Breaking from typical Silicon Valley legend, generative AI won't be developed out of some founder's garage.
That type of artificial intelligence, which creates human-like content in just seconds, is a special breed of technology that requires colossal levels of computing from specialized servers.
"Startups have been founded by former research leaders at big tech companies, and they require the resources that only large cloud providers can make available," said Brendan Burke, AI analyst at Pitchbook, which tracks the venture capital world.
"They're not following the traditional entrepreneurial journey of doing more with less, they're really looking to recreate the conditions that they experienced working in a highly funded research lab."
Many of these founders, including those at Inflection or Adept, came from Google or OpenAI.
Mustafa Suleyman, the former boss of Inflection, was a leader at Google DeepMind -- and has now left his startup, with key employees in tow, to head up the consumer AI division at Microsoft.
Inflection still exists on paper but has been stripped of the very assets that gave it value.
Lining up with the big tech companies "makes a lot of sense," said Abdullah Snobar, executive director at DMZ, a startup incubator in Toronto. Their deep pockets help keep "the wheels greased and things moving forward."
- 'Sucking up all the juice' -
But aligning with established tech behemoths also risks "killing competition," potentially creating a situation where "these three big tech companies (are) sucking up all the juice" of creativity and innovation, he added.
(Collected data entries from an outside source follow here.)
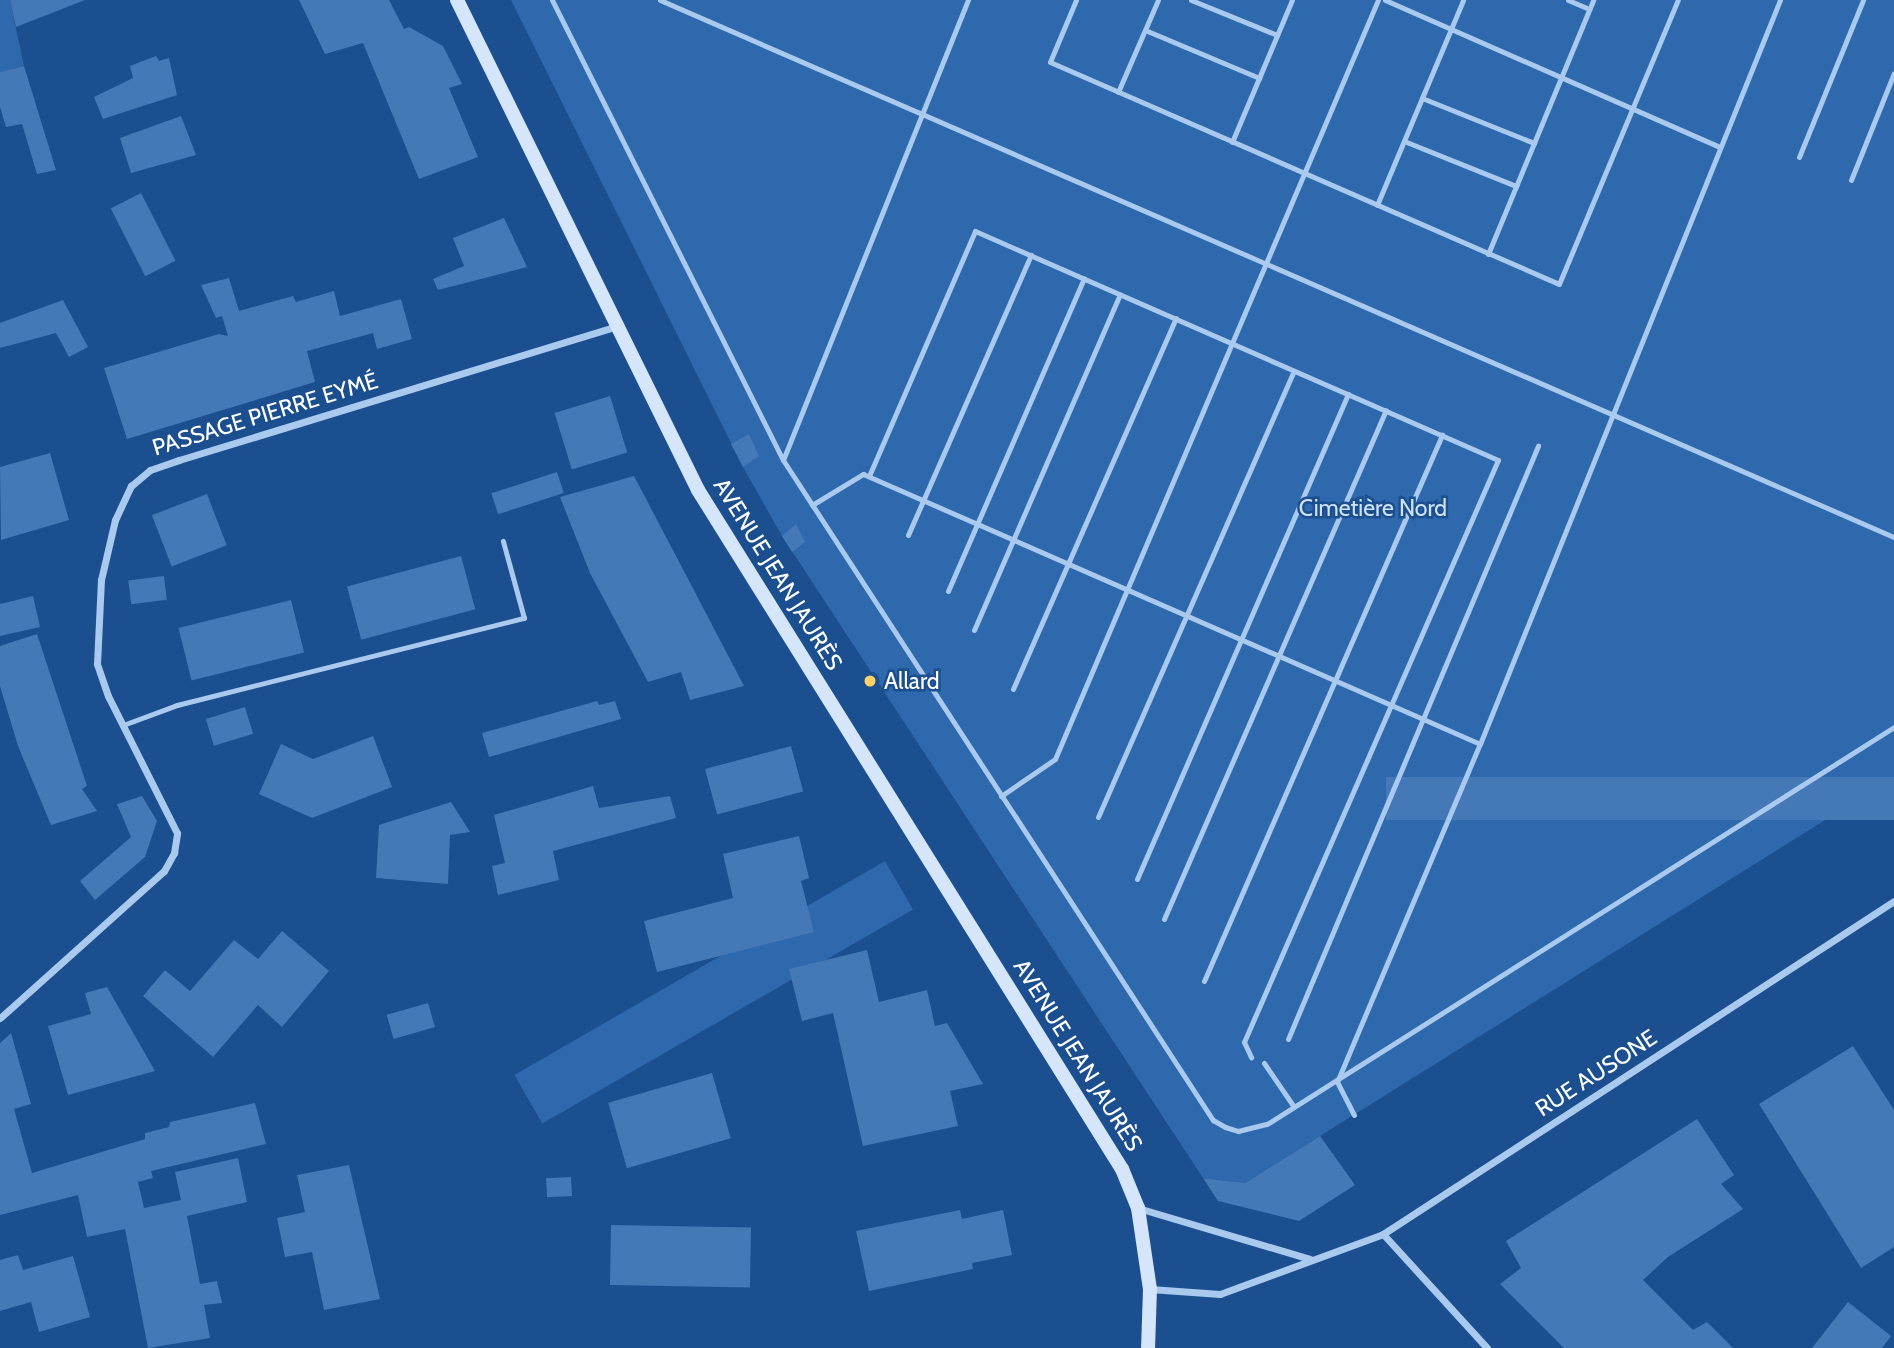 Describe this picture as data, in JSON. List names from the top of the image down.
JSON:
{
  "streets": {
    "street": ["PASSAGE PIERRE EYMÉ", "AVENUE JEAN JAURÈS", "RUE AUSONE"]
  },
  "crossings": [
    ["PASSAGE PIERRE EYMÉ", "AVENUE JEAN JAURÈS"],
    ["AVENUE JEAN JAURÈS", "RUE AUSONE"]
  ],
  "parks": ["Cimetière Nord"],
  "places": ["Allard"]
} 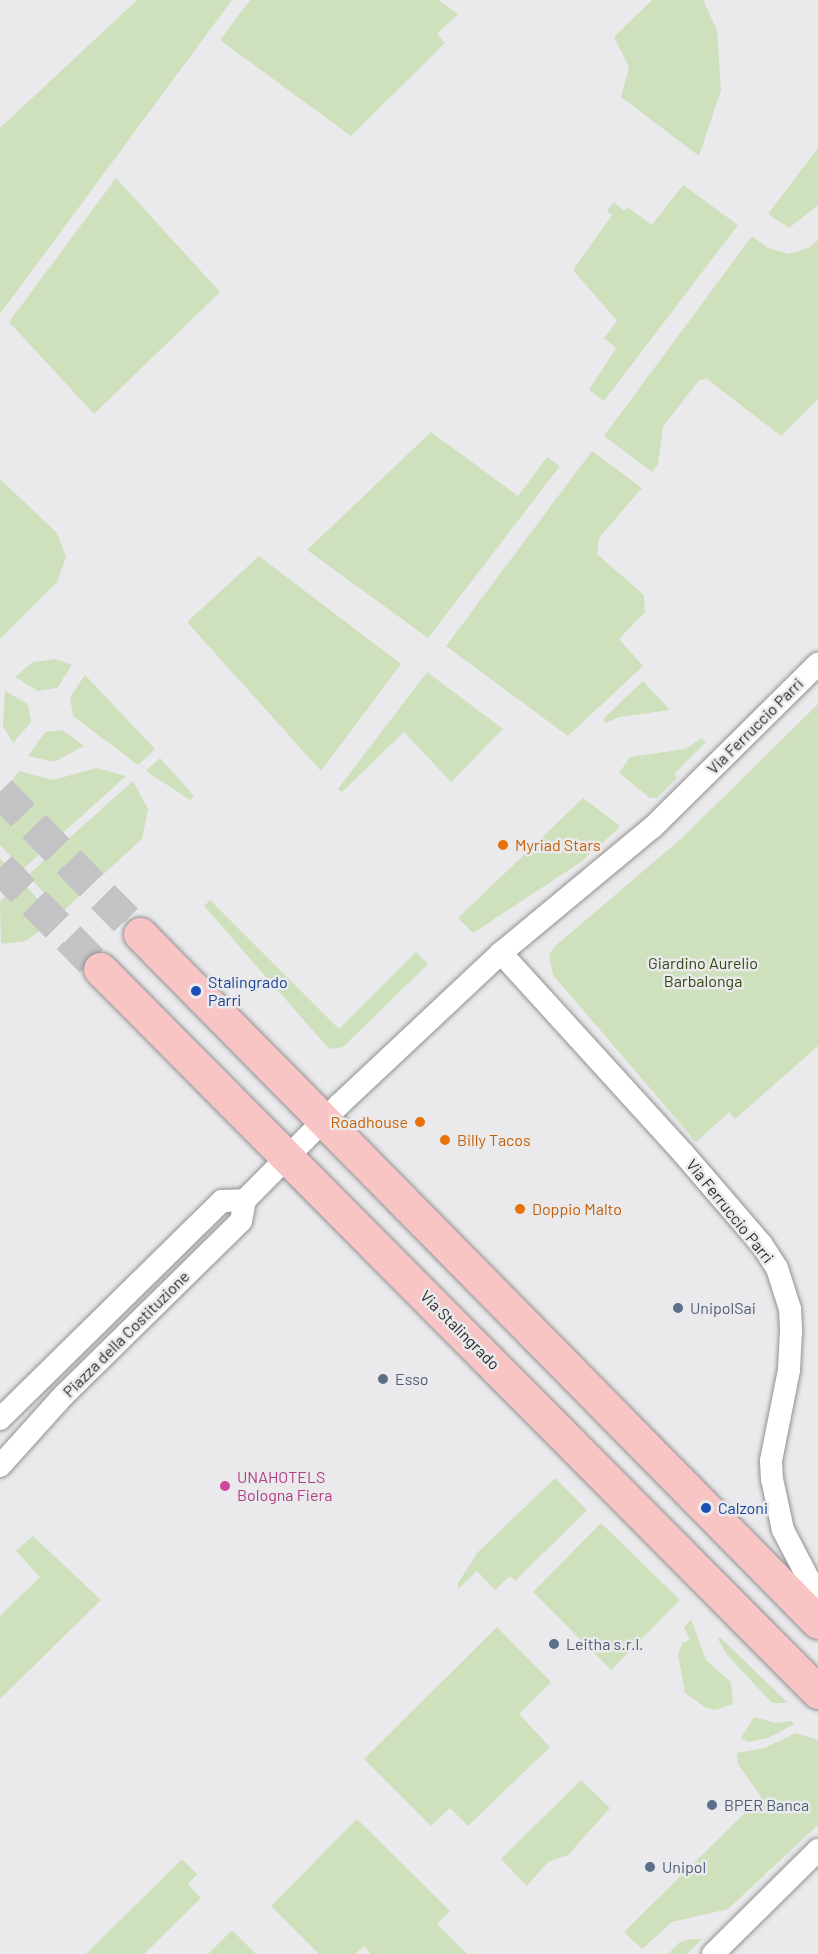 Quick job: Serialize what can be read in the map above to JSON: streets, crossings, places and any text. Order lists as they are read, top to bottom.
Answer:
{
  "streets": {
    "main road": ["Via Stalingrado"],
    "street": ["Via Ferruccio Parri", "Piazza della Costituzione"]
  },
  "crossings": [
    ["Via Ferruccio Parri", "Piazza della Costituzione"],
    ["Via Stalingrado", "Piazza della Costituzione"]
  ],
  "parks": ["Giardino Aurelio Barbalonga"],
  "places": [
    "Myriad Stars",
    "Stalingrado Parri",
    "Roadhouse",
    "Billy Tacos",
    "Doppio Malto",
    "UnipolSai",
    "Esso",
    "UNAHOTELS Bologna Fiera",
    "Calzoni",
    "Leitha s.r.l.",
    "BPER Banca",
    "Unipol"
  ]
}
The burning question in Silicon Valley is whether government regulators will do anything about it.
Big tech companies are increasingly in the spotlight for their appetite to eat up smaller firms.
Israeli cybersecurity company Wiz this week scrapped plans to sell to Google in what would have been the giant's biggest deal ever -- reportedly because the buyout would not have survived competition regulators.
For Inflection, antitrust regulators in the United States, European Union and Britain said they would look closely at its ties with Microsoft. Amazon's deal with Adept has raised questions with the Federal Trade Commission in Washington.
John Lopatka, professor of law at Penn State University, said "antitrust enforcers would have a difficult time blocking the arrangements" with Inflection and Adept.
However, that "does not mean they won't try."
US, European and UK regulators on Tuesday signed a joint statement insisting that they won't let big tech companies run roughshod over the nascent AI industry.
It's a sign that "regulation is catching up to AI," warned Sundararajan.